Stored data entries:
= Beginning of Section =
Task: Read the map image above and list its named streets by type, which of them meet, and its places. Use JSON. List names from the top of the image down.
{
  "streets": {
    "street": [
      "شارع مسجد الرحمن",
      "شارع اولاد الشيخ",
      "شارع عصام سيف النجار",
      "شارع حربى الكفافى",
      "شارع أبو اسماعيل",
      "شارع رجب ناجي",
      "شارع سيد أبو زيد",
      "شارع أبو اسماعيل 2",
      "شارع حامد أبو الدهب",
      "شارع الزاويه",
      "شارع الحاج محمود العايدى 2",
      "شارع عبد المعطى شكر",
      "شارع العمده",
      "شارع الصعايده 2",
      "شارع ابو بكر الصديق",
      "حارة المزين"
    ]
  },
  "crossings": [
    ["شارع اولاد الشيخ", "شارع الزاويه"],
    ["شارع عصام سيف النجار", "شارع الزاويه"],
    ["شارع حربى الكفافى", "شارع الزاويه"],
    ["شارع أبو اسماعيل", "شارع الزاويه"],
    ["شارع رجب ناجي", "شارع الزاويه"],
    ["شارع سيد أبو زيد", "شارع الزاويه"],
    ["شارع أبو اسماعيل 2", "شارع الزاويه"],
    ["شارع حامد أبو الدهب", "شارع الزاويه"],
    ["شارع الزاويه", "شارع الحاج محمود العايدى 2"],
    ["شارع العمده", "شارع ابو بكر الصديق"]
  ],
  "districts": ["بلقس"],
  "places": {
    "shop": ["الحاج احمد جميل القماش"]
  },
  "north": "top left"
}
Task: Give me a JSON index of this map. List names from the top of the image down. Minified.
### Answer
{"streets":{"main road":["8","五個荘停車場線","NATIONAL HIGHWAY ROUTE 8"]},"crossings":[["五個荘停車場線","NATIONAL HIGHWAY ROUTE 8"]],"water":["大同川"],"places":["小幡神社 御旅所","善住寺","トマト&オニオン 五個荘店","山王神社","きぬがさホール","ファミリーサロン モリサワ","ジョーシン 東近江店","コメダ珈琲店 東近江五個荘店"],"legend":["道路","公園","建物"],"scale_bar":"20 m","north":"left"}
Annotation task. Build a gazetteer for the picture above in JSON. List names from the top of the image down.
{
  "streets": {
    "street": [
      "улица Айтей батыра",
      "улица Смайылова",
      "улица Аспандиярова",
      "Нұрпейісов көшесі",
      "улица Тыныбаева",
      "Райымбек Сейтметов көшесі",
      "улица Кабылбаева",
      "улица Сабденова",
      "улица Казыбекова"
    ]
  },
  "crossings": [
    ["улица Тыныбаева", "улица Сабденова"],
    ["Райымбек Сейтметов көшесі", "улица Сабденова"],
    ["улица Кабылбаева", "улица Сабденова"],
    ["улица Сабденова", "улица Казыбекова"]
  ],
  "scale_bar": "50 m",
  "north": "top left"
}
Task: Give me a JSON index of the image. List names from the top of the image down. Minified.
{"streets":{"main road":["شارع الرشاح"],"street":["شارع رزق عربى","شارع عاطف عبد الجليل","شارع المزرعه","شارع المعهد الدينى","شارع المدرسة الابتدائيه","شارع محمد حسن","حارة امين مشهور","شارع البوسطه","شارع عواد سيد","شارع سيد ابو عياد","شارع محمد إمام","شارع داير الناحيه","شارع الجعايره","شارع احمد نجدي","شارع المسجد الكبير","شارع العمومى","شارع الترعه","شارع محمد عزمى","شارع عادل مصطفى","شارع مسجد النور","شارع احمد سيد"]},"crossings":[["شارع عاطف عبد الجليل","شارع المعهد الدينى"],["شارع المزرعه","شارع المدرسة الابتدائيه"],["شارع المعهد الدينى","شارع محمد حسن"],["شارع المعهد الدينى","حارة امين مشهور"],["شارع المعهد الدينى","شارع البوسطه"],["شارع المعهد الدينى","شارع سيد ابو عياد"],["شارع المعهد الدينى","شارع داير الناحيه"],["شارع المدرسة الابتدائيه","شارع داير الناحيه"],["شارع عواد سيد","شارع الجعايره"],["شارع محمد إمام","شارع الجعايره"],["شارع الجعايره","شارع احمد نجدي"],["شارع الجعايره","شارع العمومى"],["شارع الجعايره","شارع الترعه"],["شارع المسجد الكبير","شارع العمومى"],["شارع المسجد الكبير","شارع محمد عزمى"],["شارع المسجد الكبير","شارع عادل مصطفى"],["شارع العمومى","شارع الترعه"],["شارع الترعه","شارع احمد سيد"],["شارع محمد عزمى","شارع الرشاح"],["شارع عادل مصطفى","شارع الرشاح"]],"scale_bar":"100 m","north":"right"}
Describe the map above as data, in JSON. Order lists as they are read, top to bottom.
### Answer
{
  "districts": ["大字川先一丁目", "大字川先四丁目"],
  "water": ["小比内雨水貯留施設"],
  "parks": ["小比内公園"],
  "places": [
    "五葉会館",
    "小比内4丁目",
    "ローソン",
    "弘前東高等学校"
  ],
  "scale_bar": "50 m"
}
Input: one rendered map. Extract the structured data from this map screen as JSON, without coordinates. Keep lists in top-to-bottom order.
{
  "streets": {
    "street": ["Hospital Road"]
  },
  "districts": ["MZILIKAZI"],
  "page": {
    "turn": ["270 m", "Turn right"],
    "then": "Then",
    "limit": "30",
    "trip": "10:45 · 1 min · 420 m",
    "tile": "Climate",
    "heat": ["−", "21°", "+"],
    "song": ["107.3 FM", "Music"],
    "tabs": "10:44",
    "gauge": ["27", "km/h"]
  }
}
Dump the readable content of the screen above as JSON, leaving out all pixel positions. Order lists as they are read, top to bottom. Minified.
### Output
= End of Section =
Task to complete:
Among the entries above, find every line holding "they" and copy it.

Solution below:
Describe the map above as data, in JSON. Order lists as they are read, top to bottom.
Dump the readable content of the screen above as JSON, leaving out all pixel positions. Order lists as they are read, top to bottom. Minified.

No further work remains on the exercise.